Saturday, October 27, 2012

new drawing process

It took me a long time to find joy with my drawing, but I think I finally found it with soft pastels.

Thursday, October 18, 2012

another new one but familiar

Our Immaculate Lady Pigeon, 24" x 18", 2012 acrylic, charcoal, soft pastel on canvas

This painting was once called my "first painting" a long, long time ago.   I couldn't bear to look at it anymore, so I started working on it again.  I heard Walton Ford in an interview once say that it takes a lot for a painting to stand the test of time.  If that's the case, then do I sell them as soon as the paint is dry (a gallerist's dream) or hold onto them for a while and wait and see if they stand up to time?

Wednesday, October 10, 2012

new painting

Addie, 48" x 60", acrylic, gesso, charcoal and soft pastel on canvas

I didn't work on the sculpture that inspired this painting for very long...actually probably only five days for ten hours in total.  But very shortly after I took the photo, I knew the colors and layout.  I only spent two days on this painting, about five hours in total.  The first day it took me almost three hours to draw the figure in charcoal onto the canvas and then use black gesso and pastel to fill in the bottom portion.  On the second day I attacked the figure and the top portion.  I had no idea it would take so little time, but there was a point when it felt ready.  The energy expended was exhausting, but the endorphins that coursed through me once the work was complete kept me from falling asleep.

It was this painting that created the title for the series: "Becoming."  It's the moment when you realize you're alive...that moment between life and death when eternity seems possible.  As humans become more robotic, enlightenment, even brief patches, is God.

Monday, October 8, 2012

new painting: hey zeus, maria

Hey Zeus, Maria, 60" x 36", Acrylic and charcoal on canvas


This one came from a sculpture of a model who has become a friend.  Again, I want to mix the mythic with the religious.  Can you guess what the title means?

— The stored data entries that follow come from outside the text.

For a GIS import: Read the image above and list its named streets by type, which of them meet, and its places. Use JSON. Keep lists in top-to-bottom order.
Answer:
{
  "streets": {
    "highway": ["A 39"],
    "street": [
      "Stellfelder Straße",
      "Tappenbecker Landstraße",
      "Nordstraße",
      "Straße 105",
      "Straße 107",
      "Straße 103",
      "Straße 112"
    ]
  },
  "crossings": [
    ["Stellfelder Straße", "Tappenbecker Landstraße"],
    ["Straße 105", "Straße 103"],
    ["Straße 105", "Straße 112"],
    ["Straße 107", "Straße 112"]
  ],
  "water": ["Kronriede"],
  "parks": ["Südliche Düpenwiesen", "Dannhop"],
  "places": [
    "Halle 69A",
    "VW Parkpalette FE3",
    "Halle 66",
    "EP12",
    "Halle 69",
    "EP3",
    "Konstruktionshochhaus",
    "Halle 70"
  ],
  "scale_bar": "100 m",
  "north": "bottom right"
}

Saturday, September 1, 2012

Friday, August 31, 2012

Thursday, August 30, 2012

Wednesday, August 29, 2012

Tuesday, August 28, 2012

Monday, August 27, 2012

Sunday, August 26, 2012

Saturday, August 25, 2012

Friday, August 24, 2012

Thursday, August 23, 2012

Two Weeks Project Day Five: Those We Left Behind (The Killing Field Part 2)

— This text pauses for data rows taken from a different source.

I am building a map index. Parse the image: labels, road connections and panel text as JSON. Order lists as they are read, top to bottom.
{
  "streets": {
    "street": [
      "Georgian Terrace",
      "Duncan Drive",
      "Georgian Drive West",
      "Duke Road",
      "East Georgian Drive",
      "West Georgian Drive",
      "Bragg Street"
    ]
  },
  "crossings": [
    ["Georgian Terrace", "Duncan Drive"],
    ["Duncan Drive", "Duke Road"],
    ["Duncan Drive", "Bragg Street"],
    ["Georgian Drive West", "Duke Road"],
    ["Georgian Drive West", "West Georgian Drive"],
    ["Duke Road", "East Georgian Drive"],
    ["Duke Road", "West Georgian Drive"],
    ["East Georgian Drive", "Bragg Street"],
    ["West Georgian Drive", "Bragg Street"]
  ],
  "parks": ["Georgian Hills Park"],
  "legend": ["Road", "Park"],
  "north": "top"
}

Those We Left Behind (The Killing Field Part 2), 12" x 12", C-print, 2012

I had an impulse to take out these characters who I've used before in another project, and who I initially rescued after a photo shoot where they were not good enough to be photographed next to luxury handbags and shoes. I'm thinking about the sustainability of objects and their continued use in work.  Unfortunately for these guys, this is their last call. I like their impact here atop styrofoam, which will never go away.


For information on the Two Weeks project click here.

Wednesday, August 22, 2012

Two Weeks Project Day Four: Mom and Dad Take me to the Montgomery Airport after Christmas


Mom and Dad Take me to the Montgomery Airport after Christmas, 12" x 18" each, 2 C-prints

 
For information on the Two Weeks project click here.

Tuesday, August 21, 2012

Monday, August 20, 2012

protagonisto

I came across two articles today about fiction.  One, a short essay by the novelist Keith Ridgway in the New Yorker blog about how everything is fiction.  And the second from a future novelist Michael Bourne about the hard work it takes to clinch an agent.

The day after I destroyed the first draft of my novel these two strong points of light seem to be guiding me back to that manuscript, seven drafts later, which ripped my heart a half dozen times.  I never intended to give it up.  But with visual art now at the forefront, it's given me a break to look at the novel from a new perspective, to see that I need to write a compelling story, not a clever one.  To write more honestly.  To attempt to distill more truths.  To write for a reader, not some fantasy boyfriend of Halloween past or the Literary Guild of America.

I've only been handed less than a handful of rejection letters because I never had the balls to go very far with submissions.  The good news is the relationship I've developed with an agent at Inkwell.  She's read my manuscript twice and given me great advice.  Now it's time to return to her second letter of advice and polish off another draft.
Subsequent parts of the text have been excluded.